Grasso: con i canguri io non c’entro
Il caso L’emendamento Esposito, precedente identico, fu ammesso dalla vicepresidente Fedeli
Il caso L’emendamento Esposito, precedente identico, fu ammesso dalla vicepresidente Fedeli
Si tratta di emendamenti «tollerati», vale a dire ammessi ma a malincuore. E non da lui, da «altri presidenti». Così Pietro Grasso ha motivato ieri mattina in conferenza dei capigruppo la sua decisione di non ammettere al voto, nel corso dell’esame della legge sulle unioni civili, gli emendamenti «premissivi», primo fra tutto il 01.6000 Marcucci ribattezzato «super canguro». Avrebbe fatto cadere d’un colpo tutti gli emendamenti delle opposizioni. La decisione è stata fortemente contestata dal Pd, il capogruppo Zanda ha alzato la voce con il presidente. Un po’ perché così diventa evidente la vera ragione per la quale Renzi ha deciso di procedere con la fiducia, come vedremo tra poco. Un molto perché la decisione del presidente costituisce un precedente: d’ora in avanti il governo dovrà rinunciare a questo strumento per condurre in porto i suoi disegni di legge. Almeno al senato.
L’emendamento premissivo è in pratica una sintesi, un riassunto della legge che il partito di maggioranza intende blindare. Votandolo, e approvandolo, all’inizio dell’esame del provvedimento, si precludono tutti gli emendamenti contrari, quelli delle opposizioni. A rigore di regolamento questo genere di emendamento non potrebbe essere ammesso, perché non introduce novità – non «emenda» appunto – il testo della legge. Però emendamenti del genere sono stati ammessi in passato. Negli ultimi due anni questa tecnica è andata a sommarsi ai vari canguri, tagliole e sedute fiume, tutti strappi compiuti in omaggio ai desideri del governo.

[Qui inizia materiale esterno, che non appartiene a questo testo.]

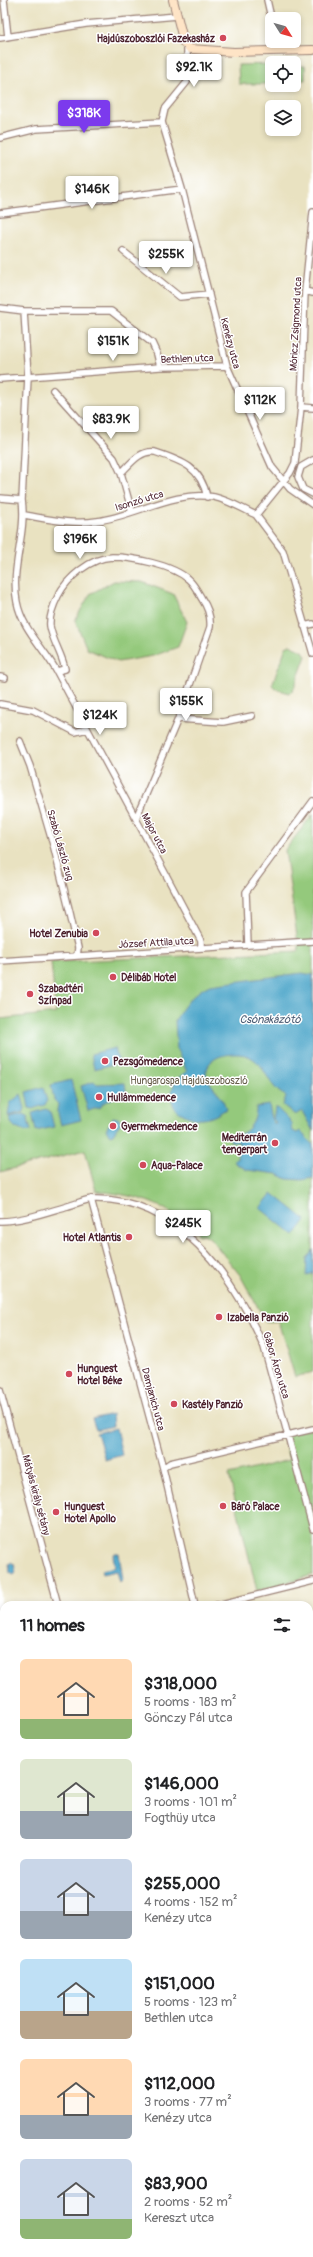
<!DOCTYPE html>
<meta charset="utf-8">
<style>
body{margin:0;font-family:Pangolin,sans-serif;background:#f6f6f6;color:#202124;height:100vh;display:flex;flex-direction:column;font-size:15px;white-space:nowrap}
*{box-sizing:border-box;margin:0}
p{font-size:13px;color:#757577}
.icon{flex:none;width:22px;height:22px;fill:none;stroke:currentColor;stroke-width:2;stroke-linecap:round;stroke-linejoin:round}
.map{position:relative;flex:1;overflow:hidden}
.panel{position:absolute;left:0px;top:1601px;width:313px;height:656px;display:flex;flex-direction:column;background:#fff;border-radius:12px 12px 0 0;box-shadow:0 2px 6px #0003}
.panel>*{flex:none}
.needle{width:26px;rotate:127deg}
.fabs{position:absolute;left:265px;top:12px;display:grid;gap:8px}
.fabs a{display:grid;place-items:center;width:36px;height:36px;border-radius:6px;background:#fff;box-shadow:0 2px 6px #0003;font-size:20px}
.price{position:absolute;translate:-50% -34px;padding:0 9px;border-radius:4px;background:#fff;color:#222;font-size:13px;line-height:26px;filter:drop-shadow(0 1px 2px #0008)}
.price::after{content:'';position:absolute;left:50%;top:24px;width:12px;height:9px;margin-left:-6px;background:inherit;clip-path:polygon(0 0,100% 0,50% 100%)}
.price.on{background:#7c3aed;color:#fff}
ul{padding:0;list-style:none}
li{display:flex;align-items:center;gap:12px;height:100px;padding:0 20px}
li span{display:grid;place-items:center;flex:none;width:112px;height:80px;border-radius:6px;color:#555}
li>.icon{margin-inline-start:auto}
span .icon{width:48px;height:48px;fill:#fffc;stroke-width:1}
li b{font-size:17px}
h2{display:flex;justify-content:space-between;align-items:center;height:48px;padding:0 20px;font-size:17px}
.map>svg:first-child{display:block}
</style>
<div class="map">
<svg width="313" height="2257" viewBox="0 0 313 2257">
<rect width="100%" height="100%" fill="#fff"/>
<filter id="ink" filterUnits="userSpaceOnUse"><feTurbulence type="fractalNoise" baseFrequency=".025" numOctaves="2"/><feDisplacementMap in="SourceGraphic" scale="8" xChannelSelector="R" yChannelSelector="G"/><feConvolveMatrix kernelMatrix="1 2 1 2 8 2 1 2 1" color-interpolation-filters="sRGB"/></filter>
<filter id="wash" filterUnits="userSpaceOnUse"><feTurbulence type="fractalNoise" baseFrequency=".012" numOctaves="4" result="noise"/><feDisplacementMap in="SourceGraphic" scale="16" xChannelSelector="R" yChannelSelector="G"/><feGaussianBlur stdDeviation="0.9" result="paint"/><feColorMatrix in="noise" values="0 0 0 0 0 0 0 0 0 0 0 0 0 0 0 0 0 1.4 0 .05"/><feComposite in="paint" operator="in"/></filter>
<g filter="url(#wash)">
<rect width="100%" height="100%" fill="#e9e2c1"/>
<path fill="#94c97b" stroke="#6f7453" d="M272,64v20h-33l-1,-19z
M294,66h11v14h-11z
M114,581l28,1 31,12 14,28 -9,25 -25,9 -35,6 -31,-13 -12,-29 15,-26z
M290,645l13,6 3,5 -13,35 -5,2 -13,-5 -3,-3 14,-38z
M313,814v558l-18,5 -17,-56 -12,1 -26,-47 -30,-37 -6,-4 -5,1 -1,-5c-38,-27 -56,-34 -102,-39l-11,-41 -85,22v-153l56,-6 -5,-51 248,-11 -14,-101z
M313,1428v91l-3,1 3,14v41l-56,16 -28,-116 60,-15 -6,-25z"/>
<path fill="#77ad6b" stroke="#60664b" d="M0,1984l4,10v116l-4,-1z"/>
<path fill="#4ca5c9" stroke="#4b627a" d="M302,973l11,2v156l-11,-20 -7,4 -12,-10 3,-9c-25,-11 -18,-49 -61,-41 -9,2 -15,6 -19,14 -1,16 16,22 20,40 -20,14 -32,13 -51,0 -7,-14 -3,-30 12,-37l-10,-22 -2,-29c7,-14 20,-30 35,-36z
M115,1048l4,15 -25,6 -3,-15z
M71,1080l10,40 -20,5 -4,-15 1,-6 -4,-4 -3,-15z
M93,1082l4,2 28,-1 1,9 -23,11 -2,4 -13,4 -7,-25z
M43,1087l4,14 -2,4 -13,4 -3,-1 -3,-16z
M21,1094l4,14 -1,4 -16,4 2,-13z
M269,1105l4,18h3l-3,-4 2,-11h2l16,16 -2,2 2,5 4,2 3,-2 13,14v33l-11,2 -15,-1 -10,-5 -30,-4 -12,-7 -1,-4h3l2,-17 -9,-1 1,-6c16,2 26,-14 25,-28z
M46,1109l4,2 4,16 -18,4 -4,-18z
M24,1114l3,2 4,15c-10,1 -20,-3 -22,-14z
M113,1117l5,1 3,4 -8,12 -3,1 -4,-5z
M272,1193l34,27 -12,16 -34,-28z
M313,1250v23l-7,3 1,-17z
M112,1414l1,12 -17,4 -4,-11z
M116,1428l6,27 -17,5 -7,-24 -2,-3z
M115,1553h4l4,27 -3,3 -3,-12 -15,3 -1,-4 14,-3 -2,-11z
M11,1562l3,2 2,9 -2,2 -4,-2 -1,-9z"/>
</g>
<g filter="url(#ink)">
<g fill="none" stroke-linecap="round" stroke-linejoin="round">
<defs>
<path id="minor" d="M4,0l4,37
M267,0l5,22
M0,38l86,-14 91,-8
M277,41l3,9
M187,47v35l-22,27 -3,13 20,67 45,177 45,101 18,22 23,16
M0,138l36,-9 126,-7
M0,213l182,-24
M123,251l57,46 29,-3
M305,291l8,2
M0,308l24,3h87l41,32 5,11 3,13
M24,311l4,66 -6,123c5,34 -12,68 -5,102 5,27 28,47 40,70 48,90 97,179 144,269v7
M0,379l160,-12 67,-1
M53,390l61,68 7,15 11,39
M301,407l12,1
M313,460l-12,7 -3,10 5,12 10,5
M121,473c10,-10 19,-23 34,-21 27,9 46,15 52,45
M0,498l22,2
M24,515c24,4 49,10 73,6 38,-5 77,-31 117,-24 14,3 29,12 42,18
M256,515l34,-42 5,-10 6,-56 4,-116 8,-79
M256,515l27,36 30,103
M304,626l9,-2
M57,671l8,-2c-3,-15 -13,-29 -15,-43 -1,-9 4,-22 8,-30 9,-18 32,-38 54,-39 21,0 60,8 76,22 6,5 10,13 14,20 6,9 9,18 8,28l-32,92 -42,99
M0,677l5,1
M0,704l33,6 42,22 12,-3
M178,719l45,3 29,-6
M20,741l10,25 24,82 16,65 8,35 -1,8
M248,945l-2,-53 67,-91
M0,961l313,-20
M91,1199l72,269 32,137
M0,1221c22,0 47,-9 68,-15 8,-2 16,-6 24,-7 85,-3 142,78 172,148l49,182
M0,1390l58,215
M163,1468l7,-5 143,-34
M217,1605l96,-24
M309,1646l4,-1
M0,1662l4,-1
M0,1730l4,-1
M309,1775l4,15
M0,1793l4,-1
M0,1864l4,-1
M0,1949l4,-1
M309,2028l4,16
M309,2120l4,-1
M0,2196l4,1
M210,2253l15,4
M124,2257l1,-4
M155,2257l1,-4"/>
<path id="secondary" d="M173,0l11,43 6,6 44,3 79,-2"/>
</defs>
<use href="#minor" stroke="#9a8076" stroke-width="8"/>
<use href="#secondary" stroke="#9a8076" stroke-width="10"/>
<use href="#minor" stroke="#fff" stroke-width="5.5"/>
<use href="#secondary" stroke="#fee4c6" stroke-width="8"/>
</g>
</g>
<g fill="#d1495b" stroke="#fff" stroke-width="1.5">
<circle cx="223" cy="38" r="4"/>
<circle cx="96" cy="933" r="4"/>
<circle cx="113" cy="977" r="4"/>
<circle cx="30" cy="994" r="4"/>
<circle cx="105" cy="1061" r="4"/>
<circle cx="99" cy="1097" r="4"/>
<circle cx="113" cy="1126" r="4"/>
<circle cx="275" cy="1143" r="4"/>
<circle cx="143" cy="1165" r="4"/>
<circle cx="129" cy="1237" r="4"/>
<circle cx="219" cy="1317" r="4"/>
<circle cx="69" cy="1374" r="4"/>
<circle cx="174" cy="1404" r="4"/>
<circle cx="223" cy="1506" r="4"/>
<circle cx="56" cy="1512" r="4"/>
</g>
<g text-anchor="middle" stroke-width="3" stroke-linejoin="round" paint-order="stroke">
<g font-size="10" font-weight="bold" fill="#4a1f2b" stroke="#fff" text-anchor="start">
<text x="215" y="42" text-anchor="end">Hajdúszoboszlói Fazekasház</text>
<text x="88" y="937" text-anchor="end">Hotel Zenubia</text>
<text x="121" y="981">Délibáb Hotel</text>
<text x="38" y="992">Szabadtéri<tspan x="38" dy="12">Színpad</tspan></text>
<text x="113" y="1065">Pezsgőmedence</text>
<text x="107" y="1101">Hullámmedence</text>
<text x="121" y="1130">Gyermekmedence</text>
<text x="267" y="1141" text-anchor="end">Mediterrán<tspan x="267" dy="12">tengerpart</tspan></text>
<text x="151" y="1169">Aqua-Palace</text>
<text x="121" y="1241" text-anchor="end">Hotel Atlantis</text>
<text x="227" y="1321">Izabella Panzió</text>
<text x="77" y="1372">Hunguest<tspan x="77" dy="12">Hotel Béke</tspan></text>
<text x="182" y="1408">Kastély Panzió</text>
<text x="64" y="1510">Hunguest<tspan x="64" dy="12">Hotel Apollo</tspan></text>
<text x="231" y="1510">Báró Palace</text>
</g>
<g font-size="10" fill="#4a1f2b" stroke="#fff">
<text transform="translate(295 324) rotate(-87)" y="4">Móricz Zsigmond utca</text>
<text transform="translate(231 343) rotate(75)" y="4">Kenézy utca</text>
<text transform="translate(187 358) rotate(-2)" y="4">Bethlen utca</text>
<text transform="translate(139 500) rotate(-17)" y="4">Isonzó utca</text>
<text transform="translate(155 833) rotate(62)" y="4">Major utca</text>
<text transform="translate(61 845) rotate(74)" y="4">Szabó László zug</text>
<text transform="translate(156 942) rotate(-3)" y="4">József Attila utca</text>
<text transform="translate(277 1365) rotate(73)" y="4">Gábor Áron utca</text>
<text transform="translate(154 1399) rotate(75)" y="4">Damjanich utca</text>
<text transform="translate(37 1495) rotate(75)" y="4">Mátyás király sétány</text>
</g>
<g font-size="10" fill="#645a47" stroke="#fff">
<text x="189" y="1084">Hungarospa Hajdúszoboszló</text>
</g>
<g font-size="11" font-style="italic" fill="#4b5b72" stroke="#fff">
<text x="270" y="1023">Csónakázótó</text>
</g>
</g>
</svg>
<div class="fabs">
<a><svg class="needle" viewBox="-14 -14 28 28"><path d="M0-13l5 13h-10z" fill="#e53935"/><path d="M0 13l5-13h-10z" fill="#757577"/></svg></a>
<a><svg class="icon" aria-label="locate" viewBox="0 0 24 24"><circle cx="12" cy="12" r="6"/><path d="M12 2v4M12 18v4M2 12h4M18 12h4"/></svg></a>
<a><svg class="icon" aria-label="layers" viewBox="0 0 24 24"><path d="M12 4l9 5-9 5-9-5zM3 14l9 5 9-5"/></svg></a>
</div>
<b class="price" style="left:194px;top:88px">$92.1K</b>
<b class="price on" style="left:84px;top:134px">$318K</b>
<b class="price" style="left:92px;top:210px">$146K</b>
<b class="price" style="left:166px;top:275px">$255K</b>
<b class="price" style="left:113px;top:362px">$151K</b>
<b class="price" style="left:260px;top:421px">$112K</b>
<b class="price" style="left:111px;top:440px">$83.9K</b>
<b class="price" style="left:80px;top:560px">$196K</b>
<b class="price" style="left:186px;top:722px">$155K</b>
<b class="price" style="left:100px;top:736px">$124K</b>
<b class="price" style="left:183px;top:1244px">$245K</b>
<section class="panel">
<h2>11 homes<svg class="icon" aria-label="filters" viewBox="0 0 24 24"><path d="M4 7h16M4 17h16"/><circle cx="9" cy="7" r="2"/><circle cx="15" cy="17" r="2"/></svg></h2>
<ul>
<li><span style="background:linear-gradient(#ffd9b3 75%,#8fb573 0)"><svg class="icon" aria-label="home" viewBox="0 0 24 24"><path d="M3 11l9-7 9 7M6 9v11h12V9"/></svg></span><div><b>$318,000</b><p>5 rooms · 183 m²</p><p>Gönczy Pál utca</p></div></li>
<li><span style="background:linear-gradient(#dfe7d0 65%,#9aa5b1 0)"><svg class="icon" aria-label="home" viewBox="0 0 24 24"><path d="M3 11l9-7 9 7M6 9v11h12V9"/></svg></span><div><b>$146,000</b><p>3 rooms · 101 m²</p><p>Fogthüy utca</p></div></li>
<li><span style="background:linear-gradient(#c9d6e8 65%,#9aa5b1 0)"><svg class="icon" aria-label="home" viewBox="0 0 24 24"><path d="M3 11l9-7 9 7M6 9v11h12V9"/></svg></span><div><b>$255,000</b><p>4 rooms · 152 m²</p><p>Kenézy utca</p></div></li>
<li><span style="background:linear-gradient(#bfe0f5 65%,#b9a48a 0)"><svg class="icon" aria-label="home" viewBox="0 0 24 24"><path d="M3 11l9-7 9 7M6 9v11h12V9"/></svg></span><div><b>$151,000</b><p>5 rooms · 123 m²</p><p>Bethlen utca</p></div></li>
<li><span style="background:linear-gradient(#ffd9b3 70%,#9aa5b1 0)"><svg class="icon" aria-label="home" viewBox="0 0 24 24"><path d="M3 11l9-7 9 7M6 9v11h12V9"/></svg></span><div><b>$112,000</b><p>3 rooms · 77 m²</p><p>Kenézy utca</p></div></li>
<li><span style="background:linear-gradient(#c9d6e8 75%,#8fb573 0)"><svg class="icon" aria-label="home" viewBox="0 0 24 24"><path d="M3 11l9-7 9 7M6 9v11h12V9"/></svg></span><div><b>$83,900</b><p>2 rooms · 52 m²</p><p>Kereszt utca</p></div></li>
</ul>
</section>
</div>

Grasso dunque ha dovuto motivare questo cambio di direzione, e per farlo ha riunito informalmente i capigruppo, rendendosi conto di arrivare tardi rispetto al dibattito – dell’emendamento Marcucci si è già discusso in aula e, dopo l’annunciato no del M5S, è già chiaro che non avrebbe i voti.
Il precedente che il Pd aveva in mente quando, con l’assistenza dei tecnici di palazzo Chigi, è stato proposto il nuovo «super canguro», era quello dell’emendamento Esposito, con il quale a gennaio 2015 fu abbattuto in un colpo solo il muro delle migliaia di emendamenti sollevato dalla Lega contro la nuova legge elettorale. L’emendamento Esposito – ora l’articolo 1 dell’Italicum – era identico al Marcucci, persino nella scansione. Negli emendamenti premissivi la legge da blindare viene riassunta per punti, che nell’Esposito erano nove (fino alla lettera “i”) come nel Marcucci. Quell’emendamento fu ammesso, spiega ora Grasso, perché era una «forma di reazione contrapposta e proporzionata da parte della maggioranza rispetto a manifestazioni di ostruzionismo esasperato». Allora il sì all’Esposito comportò l’abbattimento di 35mila emendamenti dell’opposizione su 48mila totali. Gli altri furono semplicemente «cangurati».
Oggi non è così, spiega Grasso. Perché gli emendamenti superstiti alla legge sulle unioni civili sono non più di 500, un numero perfettamente gestibile senza il trucco del «super canguro». E, si potrebbe aggiungere, senza fiducia, che dunque si spiega con ragioni politiche – tenere compatta la maggioranza di governo, non andare allo scontro con i cattolici – e non tecniche. Ecco perché il Pd si arrabbia e dice che Grasso «avrebbe dovuto dirlo prima». Il presidente risponde spiegando che gli è stato impossibile, visto che soltanto giovedì sera ha ricevuto il fascicolo con le proposte di modifica confermate dalla Lega, visto che i leghisti avevano deciso di rinunciare alla massa degli emendamenti ostruzionistici.
Ma soprattutto Pietro Grasso ha detto che «altri presidenti» hanno ammesso i «super canguri», non lui. Che in effetti aveva detto no a un tentativo simile per la riforma costituzionale (ammettendone però un altro diverso solo nella forma, l’emendamento Cociancich). E allora l’emendamento Esposito, del 21 gennaio 2015? Quello che Grasso non dice, ma invita a controllare, è che in quei giorni lui era lontano dall’aula del senato, impegnato nel ruolo di presidente della Repubblica supplente. A decidere sull’emendamento Esposito, ammettendolo, fu la presidente vicaria, Valeria Fedeli.